Blog Archive

Tuesday, November 30, 2010

Big polluters freed from environmental oversight (NEPA exclusions exemptions) by stimulus. BP, Westar, DuPont, Duke Energy, Didion among companies exempt from environmental law

Big polluters freed from environmental oversight by stimulus

BP, Westar, DuPont among companies exempt from environmental law

by Kristen Lombardi and John Solomon, Center for Public Integrity, Tucson Sentinel, November 29, 2010
[Dear Readers, If this is all true, it is pretty shocking, and ultimately demoralizing.]
In the name of job creation and clean energy, the Obama administration has doled out billions of dollars in stimulus money to some of the nation’s biggest polluters and granted them sweeping exemptions from the most basic form of environmental oversight, a Center for Public Integrity investigation has found.
The administration has awarded more than 179,000 “categorical exclusions” to stimulus projects funded by federal agencies, freeing those projects from review under the National Environmental Policy Act, or NEPA. Coal-burning utilities like Westar Energy and Duke Energy, chemical manufacturer DuPont, and ethanol maker Didion Milling are among the firms with histories of serious environmental violations that have won blanket NEPA exemptions.
Even a project at BP’s maligned refinery in Texas City, Tex. — owner of the oil industry’s worst safety record and site of a deadly 2005 explosion, as well as a benzene leak earlier this year — secured a waiver for the preliminary phase of a carbon capture and sequestration experiment involving two companies with past compliance problems.
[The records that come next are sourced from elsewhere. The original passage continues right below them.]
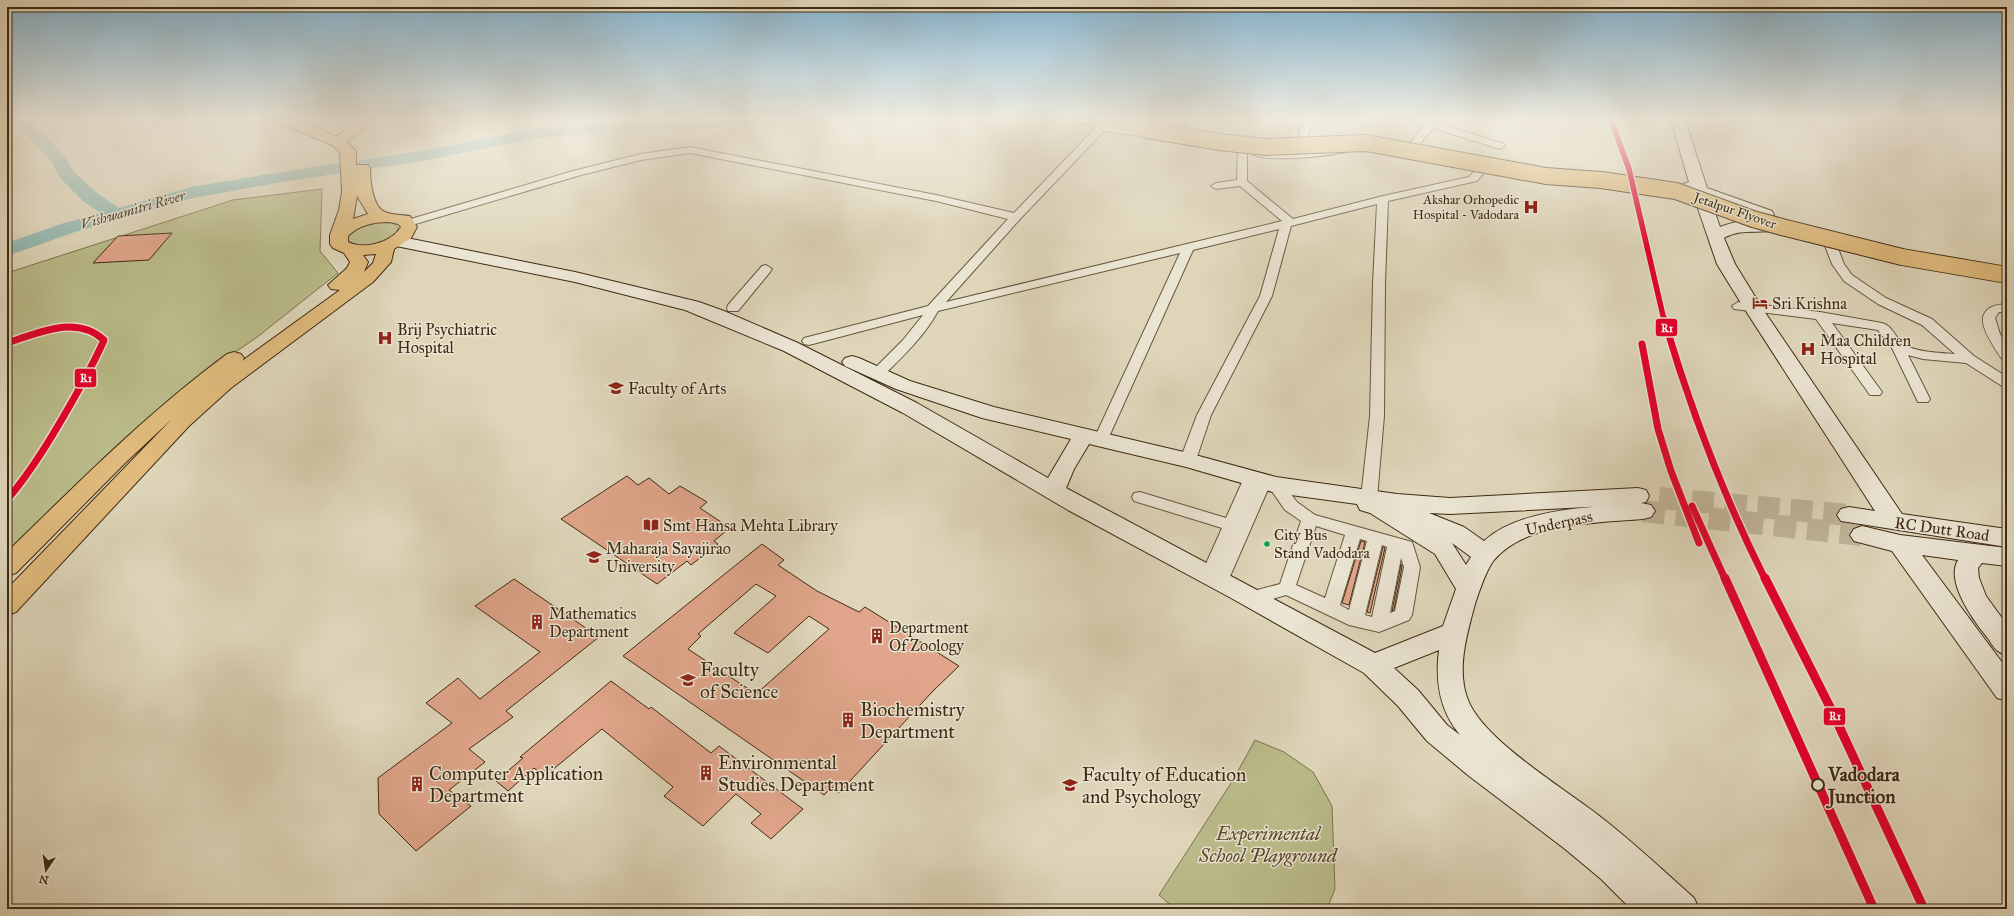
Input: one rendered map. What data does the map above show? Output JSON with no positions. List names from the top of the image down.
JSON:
{
  "streets": {
    "main road": ["Jetalpur Flyover", "Underpass", "RC Dutt Road"]
  },
  "water": ["Vishwamitri River"],
  "parks": ["Experimental School Playground"],
  "places": {
    "hospital": ["Akshar Orhopedic Hospital - Vadodara", "Brij Psychiatric Hospital", "Maa Children Hospital"],
    "hotel": ["Sri Krishna"],
    "school or university": [
      "Faculty of Arts",
      "Maharaja Sayajirao University",
      "Faculty of Science",
      "Faculty of Education and Psychology"
    ],
    "library": ["Smt Hansa Mehta Library"],
    "other": ["City Bus Stand Vadodara", "Vadodara Junction"],
    "building": [
      "Mathematics Department",
      "Department Of Zoology",
      "Biochemistry Department",
      "Environmental Studies Department",
      "Computer Application Department"
    ]
  },
  "lines": ["transit line R1"],
  "north": "bottom"
}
The primary firm has since dropped out of the project before it could advance to the second phase.
Agency officials who granted the exemptions told the Center that they do not have time in most cases to review the environmental compliance records of stimulus recipients, and do not believe past violations should affect polluters’ chances of winning stimulus money or the NEPA exclusions.
The so-called “stimulus” funding came from the $787-billion legislation officially known as the American Recovery and Reinvestment Act, passed in February 2009.
Documents obtained by the Center show the administration has devised a speedy review process that relies on voluntary disclosures by companies to determine whether stimulus projects pose environmental harm. Corporate polluters often omitted mention of health, safety, and environmental violations from their applications. In fact, administration officials told the Center they chose to ignore companies’ environmental compliance records in making grant decisions and issuing NEPA exemptions, saying they considered such information irrelevant.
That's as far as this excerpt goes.